If player 1 now decides to go right, and player 2 decides to go up, they will crash into each other and the game will end with a draw. This actual run turns out to be a bit more dramatic:

########
##     #
##     #
##     #
###    #
#1#2 ###
#  #####
########

Player 1 has gone left, and 2 has gone up and the players are now separated from each other. Unless player 2 does something really stupid, it is clear that 1 will lose…

########
##     #
##     #
##     #
###    #
####2###
#1 #####
########

    ...

########
##     #
##     #
##     #
### 2  #
########
##1#####
########

Player 1 is completely trapped and crashes into a wall. Player 2 wins.

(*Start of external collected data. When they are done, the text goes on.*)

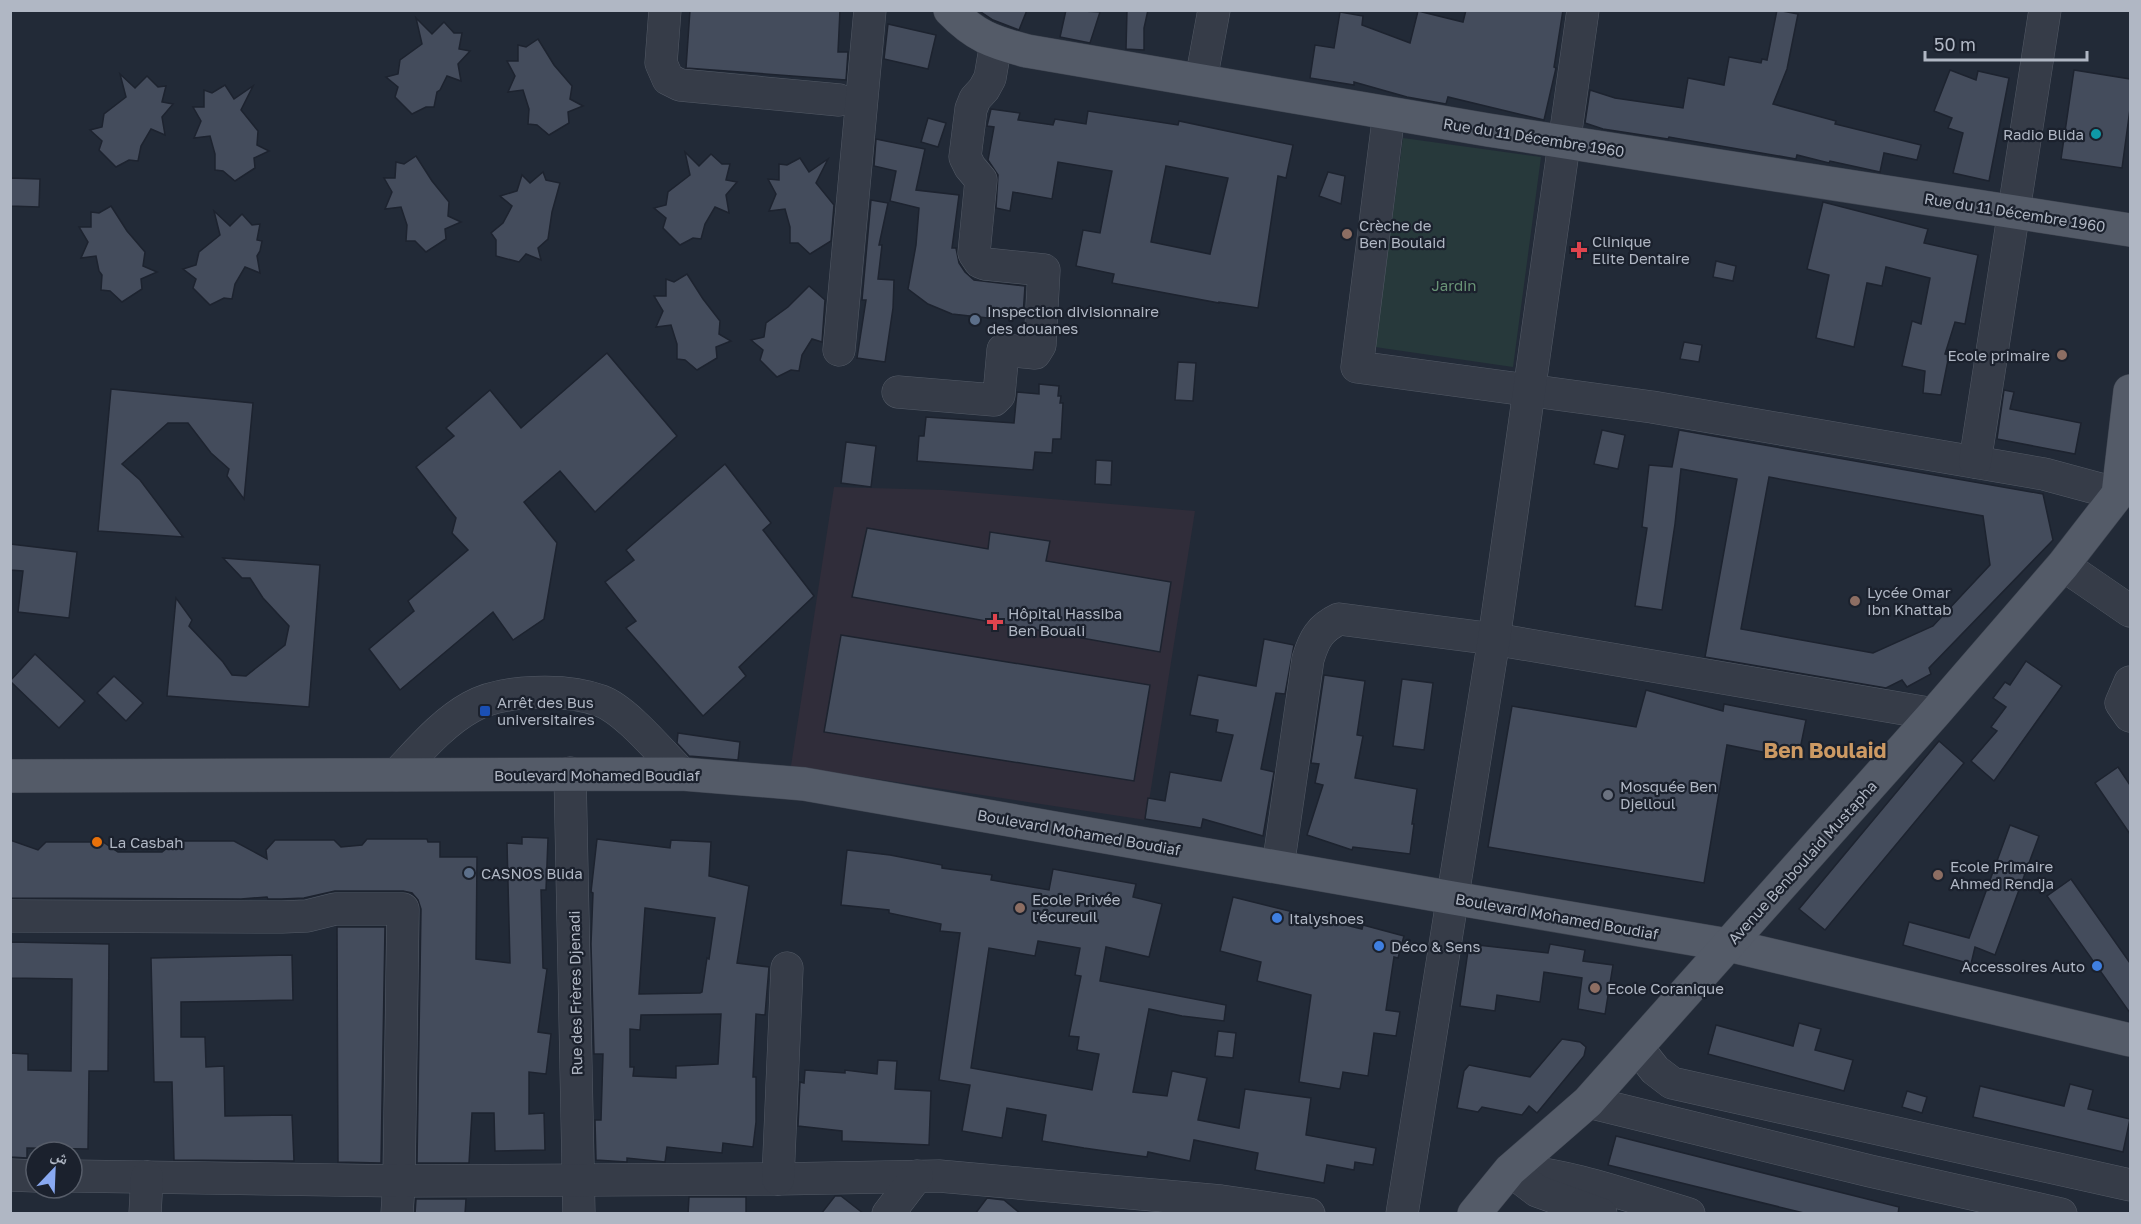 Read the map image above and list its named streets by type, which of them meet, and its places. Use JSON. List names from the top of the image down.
{
  "streets": {
    "main road": ["Rue du 11 Décembre 1960", "Boulevard Mohamed Boudiaf", "Avenue Benboulaid Mustapha"],
    "street": ["Rue des Frères Djenadi"]
  },
  "crossings": [
    ["Boulevard Mohamed Boudiaf", "Avenue Benboulaid Mustapha"],
    ["Boulevard Mohamed Boudiaf", "Rue des Frères Djenadi"]
  ],
  "districts": ["Ben Boulaid"],
  "parks": ["Jardin"],
  "places": {
    "other": [
      "Radio Blida",
      "Crèche de Ben Boulaid",
      "Inspection divisionnaire des douanes",
      "Ecole primaire",
      "Lycée Omar Ibn Khattab",
      "Mosquée Ben Djelloul",
      "La Casbah",
      "CASNOS Blida",
      "Ecole Primaire Ahmed Rendja",
      "Ecole Privée l'écureuil",
      "Italyshoes",
      "Déco & Sens",
      "Accessoires Auto",
      "Ecole Coranique"
    ],
    "health": ["Clinique Elite Dentaire", "Hôpital Hassiba Ben Bouali"],
    "transit": ["Arrêt des Bus universitaires"]
  },
  "scale_bar": "50 m",
  "north": "top right"
} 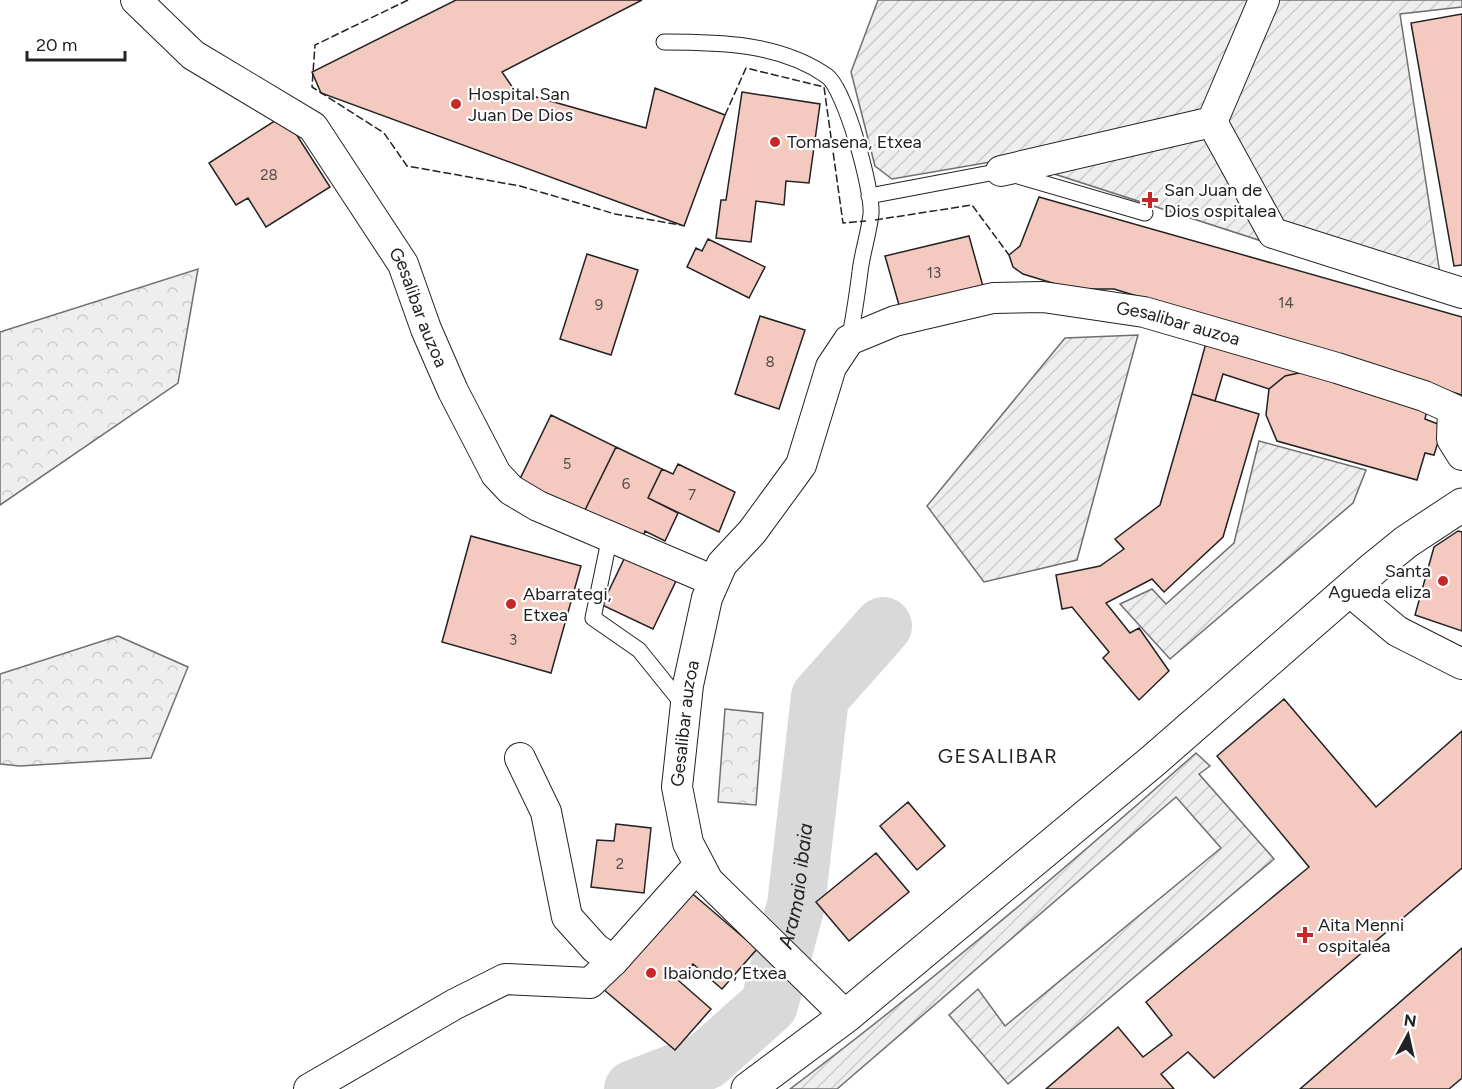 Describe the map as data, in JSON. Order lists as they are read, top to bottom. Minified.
{"streets":{"street":["Gesalibar auzoa"]},"districts":["GESALIBAR"],"water":["Aramaio ibaia"],"places":{"other":["Hospital San Juan De Dios","Tomasena, Etxea","Santa Agueda eliza","Abarrategi, Etxea","Ibaiondo, Etxea"],"health":["San Juan de Dios ospitalea","Aita Menni ospitalea"]},"house_numbers":["28","13","14","9","8","5","6","7","3","2"],"scale_bar":"20 m","north":"top"}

The objective of each participant is to write an AI which will have to play against the bots of the other players. The more you win, the higher you score…

Basic strategies

To help players start off, the website gives some basic strategies for your bot:

Random selection: as seen in the introduction: just pick an open space at random and move there. This is a bad strategy because often you will seperate yourself from your opponent, with less space to move in.

Ordered selection: make a list of directions, e.g. [north, east, south, west]. Pick the first possible direction from the list. This will not seperate you from your opponent as quick (or foolish) as random selection, but will eventually end up in a bad seperation otherwise.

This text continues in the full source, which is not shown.